In summary, for the reasons set forth above, the court finds that sufficient evidence exists in the record to support the ALJ's determination that plaintiff's impairments do not satisfy the "B" requirements for these listed impairments. For this reason, the court finds no error in the ALJ's finding that plaintiff's impairments do not meet or equal listed impairment 12.04, 12.06 and 12.08.

IV. Did the ALJ err in his credibility analysis?

Credibility determinations are peculiarly the province of the finder of fact, and a court will not upset such determinations when supported by substantial evidence.

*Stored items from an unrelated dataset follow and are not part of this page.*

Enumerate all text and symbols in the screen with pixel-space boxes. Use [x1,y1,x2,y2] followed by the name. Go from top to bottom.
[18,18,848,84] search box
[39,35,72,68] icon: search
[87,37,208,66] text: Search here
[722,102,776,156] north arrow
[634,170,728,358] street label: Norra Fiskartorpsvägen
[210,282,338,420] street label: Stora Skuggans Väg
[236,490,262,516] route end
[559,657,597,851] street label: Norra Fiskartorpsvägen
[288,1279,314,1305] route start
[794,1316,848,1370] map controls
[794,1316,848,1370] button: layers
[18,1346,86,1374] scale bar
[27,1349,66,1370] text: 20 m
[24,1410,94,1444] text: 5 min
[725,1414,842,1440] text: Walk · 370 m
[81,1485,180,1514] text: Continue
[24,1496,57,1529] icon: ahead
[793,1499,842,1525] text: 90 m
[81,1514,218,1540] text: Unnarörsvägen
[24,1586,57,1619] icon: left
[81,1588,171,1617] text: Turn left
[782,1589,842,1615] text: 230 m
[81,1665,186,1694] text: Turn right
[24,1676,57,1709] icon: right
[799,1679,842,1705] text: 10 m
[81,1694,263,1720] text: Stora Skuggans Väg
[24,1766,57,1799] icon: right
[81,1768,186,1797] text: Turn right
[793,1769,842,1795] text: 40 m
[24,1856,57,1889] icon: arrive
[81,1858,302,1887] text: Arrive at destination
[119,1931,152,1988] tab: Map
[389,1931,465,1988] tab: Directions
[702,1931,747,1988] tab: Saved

However, findings as to credibility should be closely and affirmatively linked to substantial evidence and not just a conclusion in the guise of findings. Kepler v. Chater, 68 F.3d 387, 391 (10th Cir. 1995). Furthermore, the ALJ cannot ignore evidence favorable to the plaintiff. Owen v. Chater, 913 F.Supp. 1413, 1420 (D. Kan. 1995).

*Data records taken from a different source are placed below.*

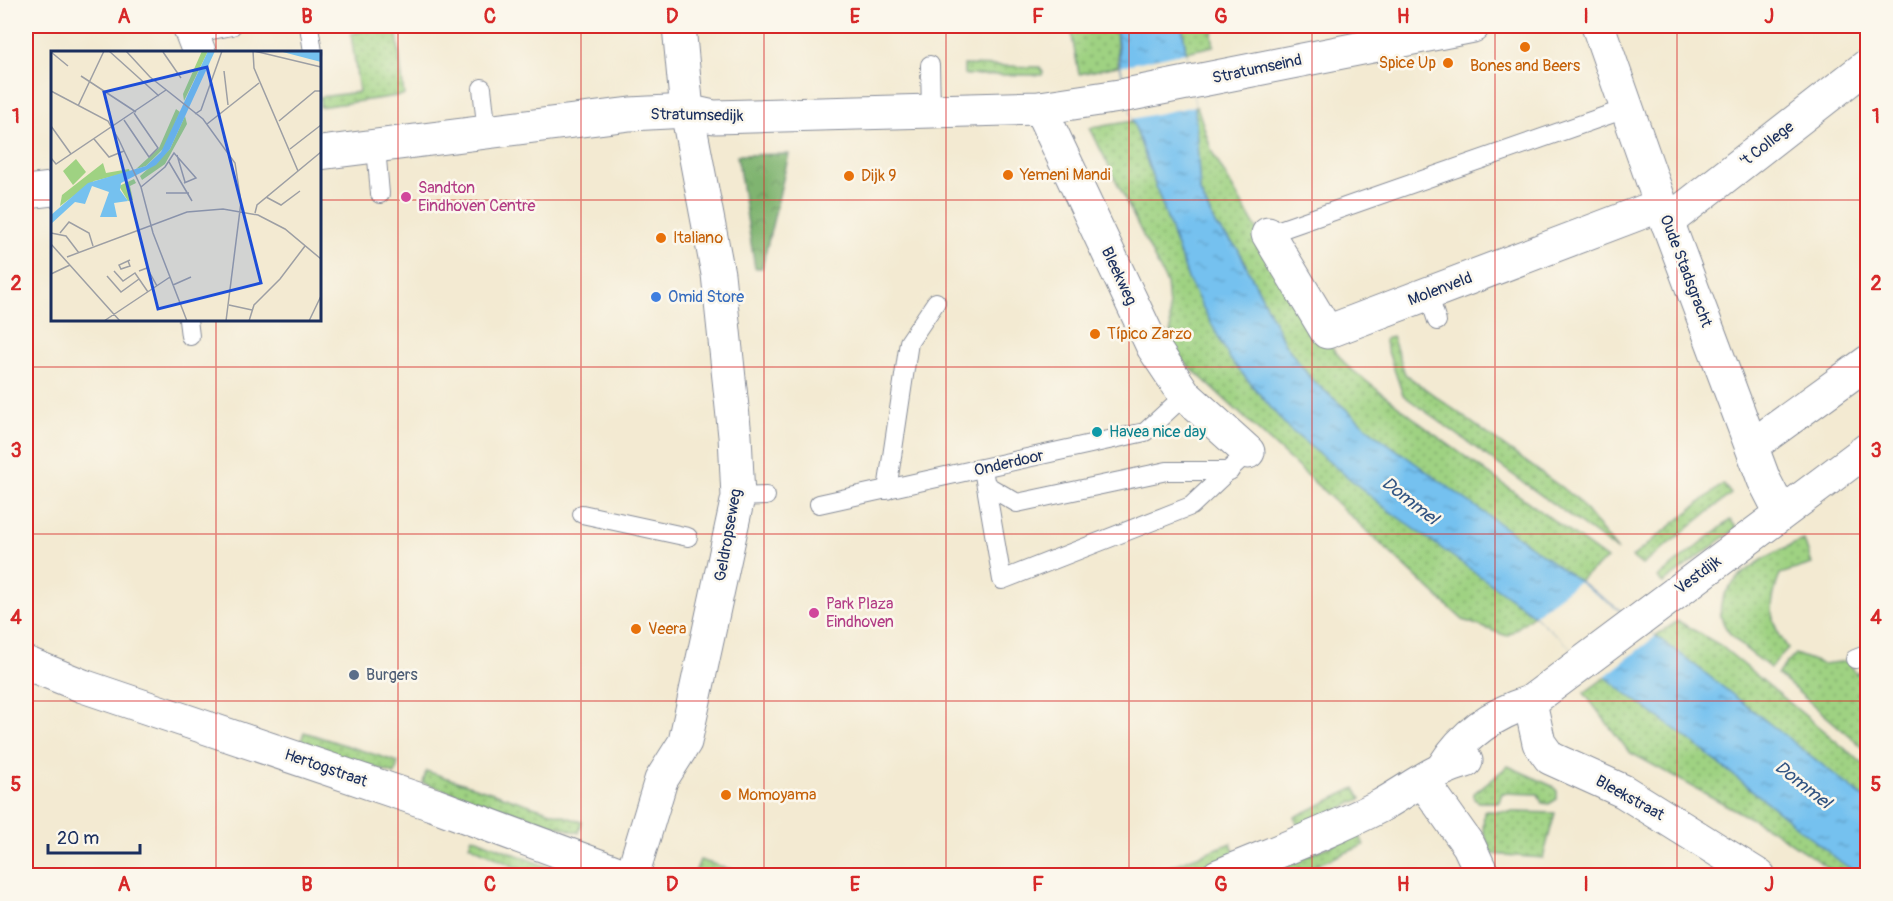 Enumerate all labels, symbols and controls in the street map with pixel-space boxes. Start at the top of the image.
text: A [118,4,131,29]
text: B [301,4,313,29]
text: C [484,4,496,29]
text: D [666,4,679,29]
text: E [850,4,861,29]
text: F [1032,4,1044,29]
text: G [1214,4,1228,29]
text: H [1397,4,1410,29]
text: I [1583,4,1589,29]
text: J [1764,4,1774,29]
marker: Bones and Beers [1518,40,1532,54]
street label: Stratumseind [1210,50,1304,88]
inset map [51,51,321,321]
place label: Spice Up [1379,53,1436,73]
marker: Spice Up [1441,56,1455,70]
place label: Bones and Beers [1470,56,1580,76]
text: 1 [12,104,20,129]
street label: Stratumsedijk [650,104,744,126]
text: 1 [1872,104,1880,129]
street label: 't College [1736,117,1798,171]
place label: Yemeni Mandi [1019,165,1111,185]
place label: Dijk 9 [861,166,897,186]
marker: Yemeni Mandi [1001,168,1015,182]
marker: Dijk 9 [842,169,856,183]
place label: Sandton Eindhoven Centre [418,178,535,216]
marker: Sandton Eindhoven Centre [399,190,413,204]
street label: Oude Stadsgracht [1655,212,1717,331]
place label: Italiano [673,228,723,248]
marker: Italiano [654,231,668,245]
street label: Bleekweg [1097,244,1141,308]
street label: Molenveld [1405,268,1475,310]
text: 2 [10,271,22,296]
text: 2 [1870,271,1882,296]
place label: Omid Store [668,287,744,307]
marker: Omid Store [649,290,663,304]
place label: Típico Zarzo [1107,324,1192,344]
marker: Típico Zarzo [1088,327,1102,341]
place label: Havea nice day [1109,422,1206,442]
marker: Havea nice day [1090,425,1104,439]
text: 3 [10,438,22,463]
text: 3 [1870,438,1882,463]
street label: Onderdoor [972,445,1046,481]
water label: Dommel [1377,472,1444,531]
street label: Geldropseweg [710,487,746,583]
street label: Vestdijk [1671,551,1725,599]
place label: Park Plaza Eindhoven [826,594,894,632]
text: 4 [10,605,22,630]
text: 4 [1870,605,1882,630]
marker: Park Plaza Eindhoven [807,606,821,620]
place label: Veera [648,619,687,639]
marker: Veera [629,622,643,636]
place label: Burgers [366,665,418,685]
marker: Burgers [347,668,361,682]
street label: Hertogstraat [282,744,371,792]
water label: Dommel [1770,756,1837,815]
street label: Bleekstraat [1592,771,1668,825]
text: 5 [11,772,22,797]
text: 5 [1871,772,1882,797]
place label: Momoyama [738,785,816,805]
marker: Momoyama [719,788,733,802]
scale bar [48,817,140,855]
text: 20 m [57,827,99,850]
text: A [118,872,131,897]
text: B [301,872,313,897]
text: C [484,872,496,897]
text: D [666,872,679,897]
text: E [850,872,861,897]
text: F [1032,872,1044,897]
text: G [1214,872,1228,897]
text: H [1397,872,1410,897]
text: I [1583,872,1589,897]
text: J [1764,872,1774,897]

When analyzing evidence of pain, the court does not require a formalistic factor-by-factor recitation of the evidence. So long as the ALJ sets forth the specific evidence he relies on in evaluating the claimant's credibility, the ALJ will be deemed to have satisfied the requirements set forth in Kepler. White v. Barnhart, 287 F.3d 903, 909 (10th Cir. 2002); Qualls v. Apfel, 206 F.3d 1368, 1372 (10th Cir. 2000). Furthermore, the ALJ need not discuss every relevant factor in evaluating pain testimony. Bates v. Barnhart, 222 F.Supp.2d 1252, 1260 (D. Kan. 2002). An ALJ must therefore explain and support with substantial evidence which part(s) of claimant's testimony he did not believe and why. McGoffin v. Barnhart, 288 F.3d 1248, 1254 (10th Cir. 2002). It is error for the ALJ to use standard boilerplate language which fails to set forth the specific evidence the ALJ considered in determining that a claimant's complaints were not credible. Hardman v. Barnhart, 362 F.3d 676, 679 (10th Cir. 2004). On the other hand, an ALJ's credibility determination which does not rest on mere boilerplate language, but which is linked to specific findings of fact fairly derived from the record, will be affirmed by the court. White, 287 F.3d at 909-910.

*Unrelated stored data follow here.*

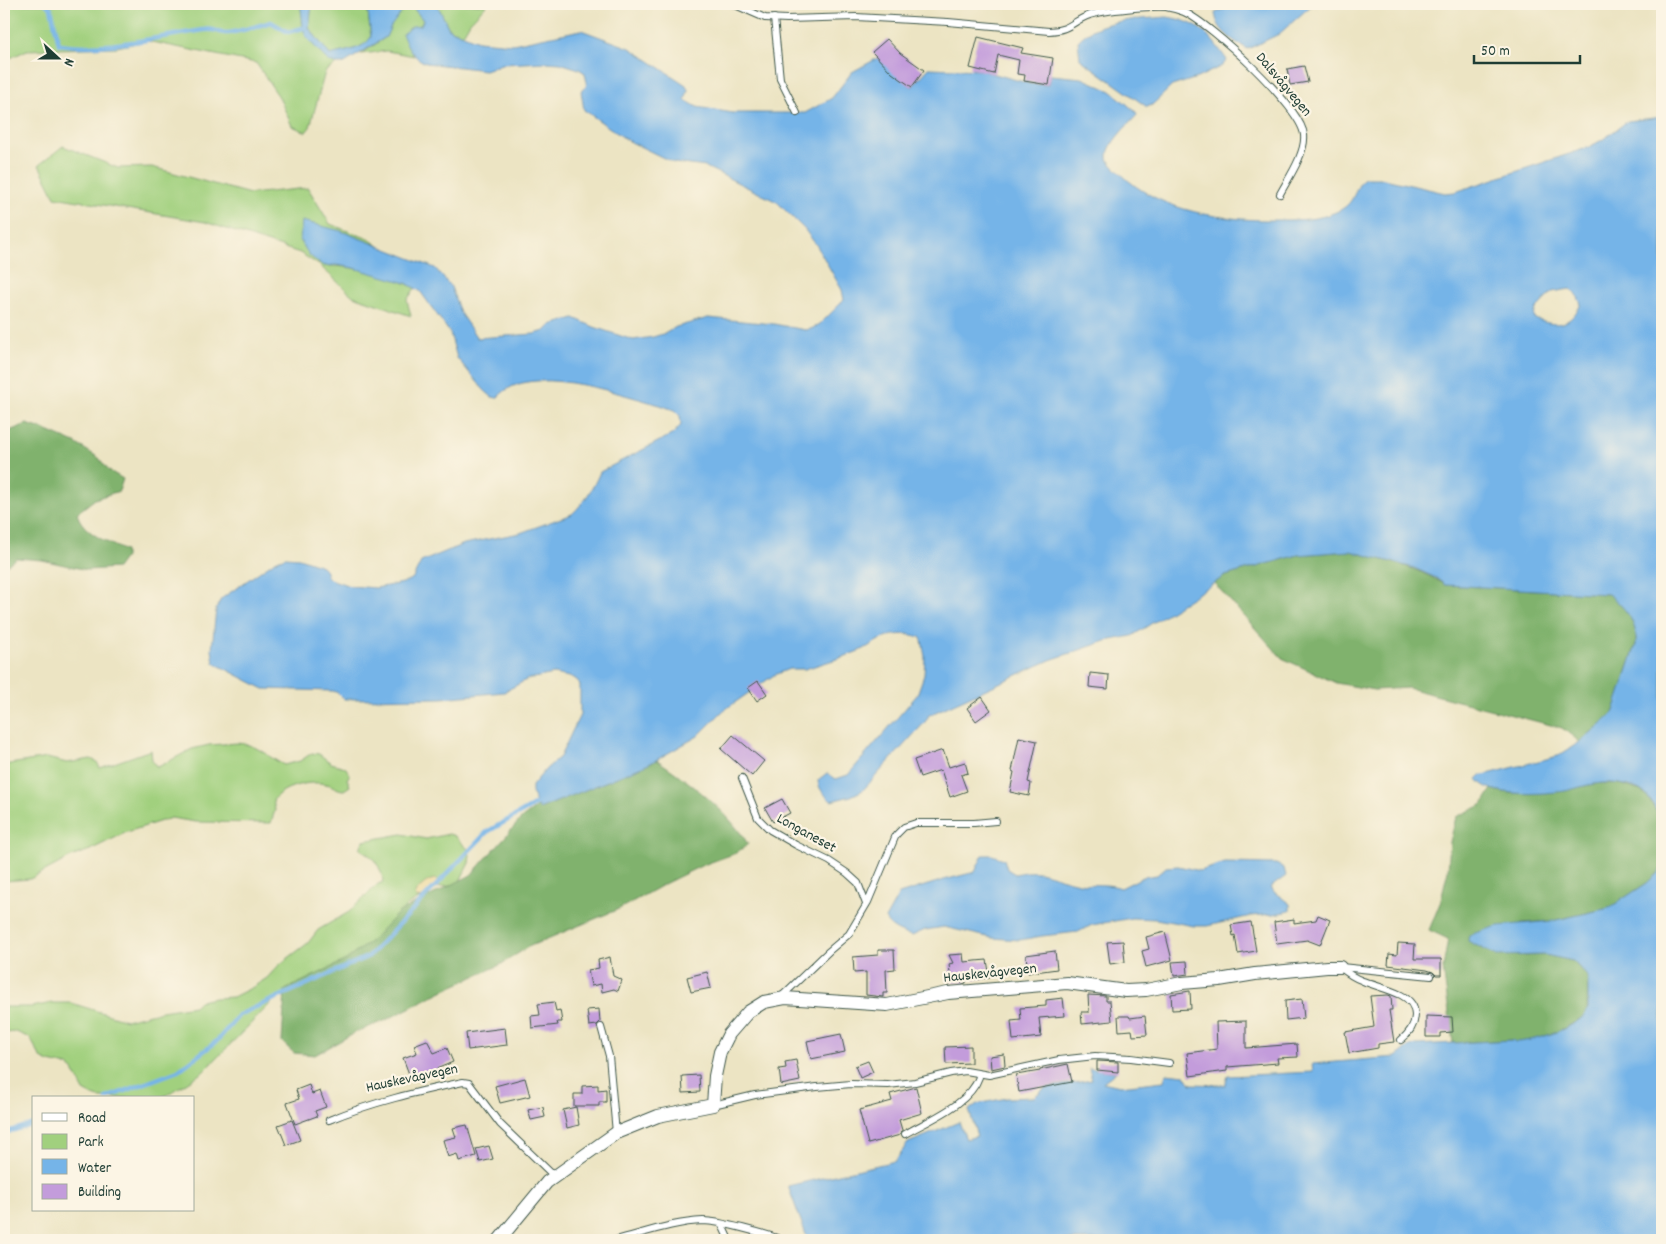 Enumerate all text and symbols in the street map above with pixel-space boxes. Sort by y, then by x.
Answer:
north arrow [32,32,82,82]
scale bar [1474,32,1580,64]
text: 50 m [1481,41,1510,63]
street label: Dalsvågvegen [1250,48,1317,122]
text: N [58,55,79,69]
street label: Longaneset [772,809,840,860]
street label: Hauskevågvegen [942,958,1038,990]
street label: Hauskevågvegen [364,1059,460,1099]
legend [32,1096,195,1212]
text: Road [78,1108,106,1130]
text: Park [78,1132,104,1154]
text: Water [78,1158,112,1180]
text: Building [78,1182,121,1204]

The court will not reweigh the evidence or substitute its judgment for that of the Commissioner. Hackett v. Barnhart, 395 F.3d 1168, 1173 (10th Cir. 2005); White v. Barnhart, 287 F.3d 903, 905, 908, 909 (10th Cir. 2002). Although the court will not reweigh the evidence, the conclusions reached by the ALJ must be reasonable and consistent with the evidence. See Glenn v. Shalala, 21 F.3d 983, 988 (10th Cir. 1994) (the court must affirm if, considering the evidence as a whole, there is sufficient evidence which a reasonable mind might accept as adequate to support a conclusion). The court can only review the sufficiency of the evidence. Although the evidence may support a contrary finding, the court cannot displace the agency's choice between two fairly conflicting views, even though the court may have justifiably made a different choice had the matter been before it de novo. Oldham v. Astrue, 509 F.3d 1254, 1257-1258 (10th Cir. 2007).

Plaintiff takes issue with the ALJ's reference to plaintiff's activities of daily living. The ALJ does reference those activities, but does not indicate that such activities indicate that plaintiff is capable of working (R. at 27-28). The court finds no error in the ALJ's discussion of plaintiff's activities of daily living.

IT IS THEREFORE ORDERED that the judgment of the Commissioner is affirmed pursuant to sentence four of 42 U.S.C. § 405(g).